The problem: What is needed is an exact transcription of the line with "label('italic 20px', '#1f5a64', '#f8fbfe', waterNames);" and all the lines that follow it in the entries below; add nothing else.

:: Data for this task

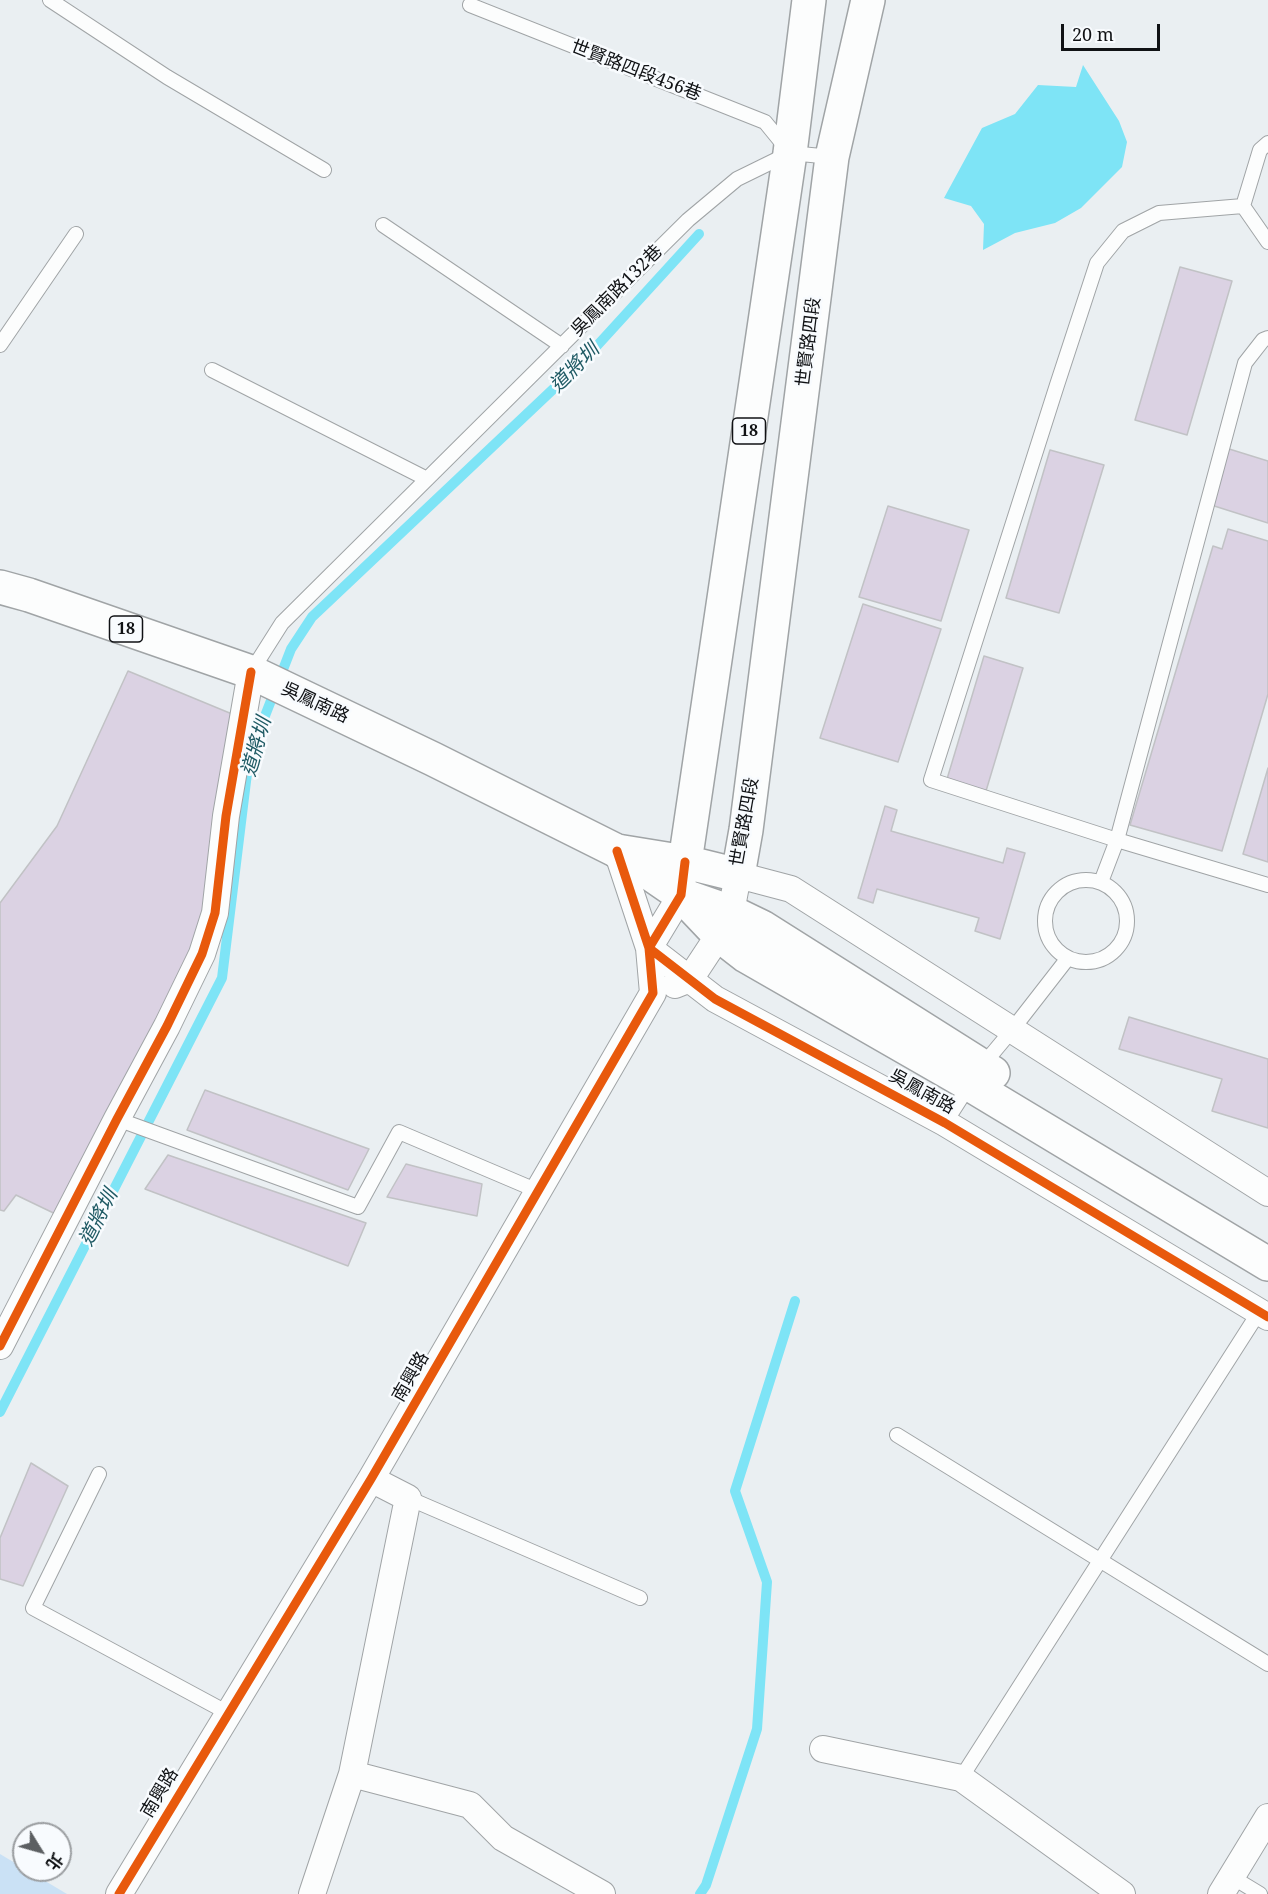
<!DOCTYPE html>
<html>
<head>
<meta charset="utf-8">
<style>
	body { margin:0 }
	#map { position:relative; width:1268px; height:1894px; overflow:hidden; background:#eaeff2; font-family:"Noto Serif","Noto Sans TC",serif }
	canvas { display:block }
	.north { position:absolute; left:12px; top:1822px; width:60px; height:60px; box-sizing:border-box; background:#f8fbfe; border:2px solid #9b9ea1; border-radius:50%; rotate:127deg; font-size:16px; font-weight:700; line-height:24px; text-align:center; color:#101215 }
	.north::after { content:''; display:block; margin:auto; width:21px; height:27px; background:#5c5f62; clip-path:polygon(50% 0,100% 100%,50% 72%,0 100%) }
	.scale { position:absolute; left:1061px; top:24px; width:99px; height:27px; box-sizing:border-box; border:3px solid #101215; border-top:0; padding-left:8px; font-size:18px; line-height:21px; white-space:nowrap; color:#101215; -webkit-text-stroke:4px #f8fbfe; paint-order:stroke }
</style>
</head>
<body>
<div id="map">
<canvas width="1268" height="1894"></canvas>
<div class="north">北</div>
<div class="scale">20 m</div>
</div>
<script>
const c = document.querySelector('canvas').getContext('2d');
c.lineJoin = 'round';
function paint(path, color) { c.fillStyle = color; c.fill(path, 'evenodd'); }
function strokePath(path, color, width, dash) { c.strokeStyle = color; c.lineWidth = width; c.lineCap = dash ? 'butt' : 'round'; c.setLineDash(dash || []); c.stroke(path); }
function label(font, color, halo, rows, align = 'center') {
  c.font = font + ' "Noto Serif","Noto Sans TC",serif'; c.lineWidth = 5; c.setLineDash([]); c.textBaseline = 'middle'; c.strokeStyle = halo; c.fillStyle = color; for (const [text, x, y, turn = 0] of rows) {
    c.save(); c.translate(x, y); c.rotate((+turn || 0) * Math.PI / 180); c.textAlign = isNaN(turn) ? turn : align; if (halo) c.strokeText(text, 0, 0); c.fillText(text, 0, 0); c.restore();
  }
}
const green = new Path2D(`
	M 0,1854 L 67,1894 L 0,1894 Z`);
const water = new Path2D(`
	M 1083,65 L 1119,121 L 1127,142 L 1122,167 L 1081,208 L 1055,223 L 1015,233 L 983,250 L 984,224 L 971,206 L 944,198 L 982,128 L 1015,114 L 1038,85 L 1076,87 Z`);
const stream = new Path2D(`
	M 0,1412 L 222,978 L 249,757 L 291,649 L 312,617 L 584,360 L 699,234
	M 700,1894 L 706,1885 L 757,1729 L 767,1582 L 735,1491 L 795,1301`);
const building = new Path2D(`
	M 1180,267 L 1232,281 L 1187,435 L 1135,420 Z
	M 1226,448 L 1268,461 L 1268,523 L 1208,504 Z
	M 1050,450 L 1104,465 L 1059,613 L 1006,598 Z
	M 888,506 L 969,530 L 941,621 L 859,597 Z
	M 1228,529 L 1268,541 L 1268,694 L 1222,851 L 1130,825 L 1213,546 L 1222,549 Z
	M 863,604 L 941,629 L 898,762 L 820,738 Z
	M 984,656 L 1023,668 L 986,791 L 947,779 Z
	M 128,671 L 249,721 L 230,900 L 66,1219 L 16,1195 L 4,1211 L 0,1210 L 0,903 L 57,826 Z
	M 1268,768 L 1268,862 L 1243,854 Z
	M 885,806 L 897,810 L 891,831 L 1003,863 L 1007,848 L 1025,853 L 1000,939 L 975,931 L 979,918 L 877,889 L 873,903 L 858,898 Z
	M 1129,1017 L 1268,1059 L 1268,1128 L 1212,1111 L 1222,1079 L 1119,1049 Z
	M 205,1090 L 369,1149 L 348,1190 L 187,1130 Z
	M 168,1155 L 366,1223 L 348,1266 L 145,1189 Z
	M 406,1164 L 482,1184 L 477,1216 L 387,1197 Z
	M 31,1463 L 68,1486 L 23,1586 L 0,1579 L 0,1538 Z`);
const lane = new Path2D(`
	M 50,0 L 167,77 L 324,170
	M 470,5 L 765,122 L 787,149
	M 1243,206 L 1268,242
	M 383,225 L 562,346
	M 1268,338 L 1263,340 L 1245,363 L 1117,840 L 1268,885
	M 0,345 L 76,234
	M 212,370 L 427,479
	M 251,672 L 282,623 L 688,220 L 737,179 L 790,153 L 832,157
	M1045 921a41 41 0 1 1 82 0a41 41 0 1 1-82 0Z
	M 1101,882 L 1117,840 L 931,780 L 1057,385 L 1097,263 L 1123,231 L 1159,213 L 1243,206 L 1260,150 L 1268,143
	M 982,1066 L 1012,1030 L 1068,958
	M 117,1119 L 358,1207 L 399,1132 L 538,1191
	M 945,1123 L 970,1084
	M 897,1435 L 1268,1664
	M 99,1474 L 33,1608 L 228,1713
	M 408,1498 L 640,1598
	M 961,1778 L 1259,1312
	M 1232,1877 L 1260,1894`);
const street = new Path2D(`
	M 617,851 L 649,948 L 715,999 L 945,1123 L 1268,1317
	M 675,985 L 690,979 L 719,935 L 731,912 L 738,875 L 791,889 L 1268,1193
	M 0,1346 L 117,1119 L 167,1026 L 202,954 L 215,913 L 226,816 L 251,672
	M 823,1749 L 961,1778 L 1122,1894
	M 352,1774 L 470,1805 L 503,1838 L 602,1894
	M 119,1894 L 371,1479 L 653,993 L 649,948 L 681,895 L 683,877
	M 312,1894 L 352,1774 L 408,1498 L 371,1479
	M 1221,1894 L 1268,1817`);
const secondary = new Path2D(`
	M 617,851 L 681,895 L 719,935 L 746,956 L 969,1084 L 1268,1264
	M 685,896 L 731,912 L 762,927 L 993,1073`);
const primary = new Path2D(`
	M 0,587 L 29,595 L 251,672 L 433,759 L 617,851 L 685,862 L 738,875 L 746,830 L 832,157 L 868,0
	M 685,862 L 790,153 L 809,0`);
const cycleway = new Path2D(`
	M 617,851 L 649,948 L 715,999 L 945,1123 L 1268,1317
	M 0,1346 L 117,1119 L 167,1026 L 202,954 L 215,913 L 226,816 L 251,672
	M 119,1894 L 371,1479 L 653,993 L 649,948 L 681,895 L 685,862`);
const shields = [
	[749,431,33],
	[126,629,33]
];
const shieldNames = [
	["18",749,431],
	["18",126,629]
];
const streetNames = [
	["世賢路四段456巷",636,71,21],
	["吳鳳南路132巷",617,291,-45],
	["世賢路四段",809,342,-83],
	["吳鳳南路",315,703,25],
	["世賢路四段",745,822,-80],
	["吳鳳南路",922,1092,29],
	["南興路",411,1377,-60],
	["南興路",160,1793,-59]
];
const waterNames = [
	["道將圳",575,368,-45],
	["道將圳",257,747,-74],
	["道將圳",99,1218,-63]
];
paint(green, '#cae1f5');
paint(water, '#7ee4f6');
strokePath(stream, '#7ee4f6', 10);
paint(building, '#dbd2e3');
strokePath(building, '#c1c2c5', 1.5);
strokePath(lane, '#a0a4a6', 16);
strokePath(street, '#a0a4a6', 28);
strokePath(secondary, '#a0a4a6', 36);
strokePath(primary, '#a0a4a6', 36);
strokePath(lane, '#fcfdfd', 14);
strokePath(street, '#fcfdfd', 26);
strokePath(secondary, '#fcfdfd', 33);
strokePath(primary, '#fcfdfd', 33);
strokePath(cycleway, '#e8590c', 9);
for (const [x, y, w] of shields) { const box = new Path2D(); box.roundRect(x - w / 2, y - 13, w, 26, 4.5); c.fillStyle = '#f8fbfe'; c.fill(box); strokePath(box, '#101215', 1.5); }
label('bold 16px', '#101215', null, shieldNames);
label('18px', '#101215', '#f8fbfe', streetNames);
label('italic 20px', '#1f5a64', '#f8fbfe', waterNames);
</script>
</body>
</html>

::::

Solution:
label('italic 20px', '#1f5a64', '#f8fbfe', waterNames);
</script>
</body>
</html>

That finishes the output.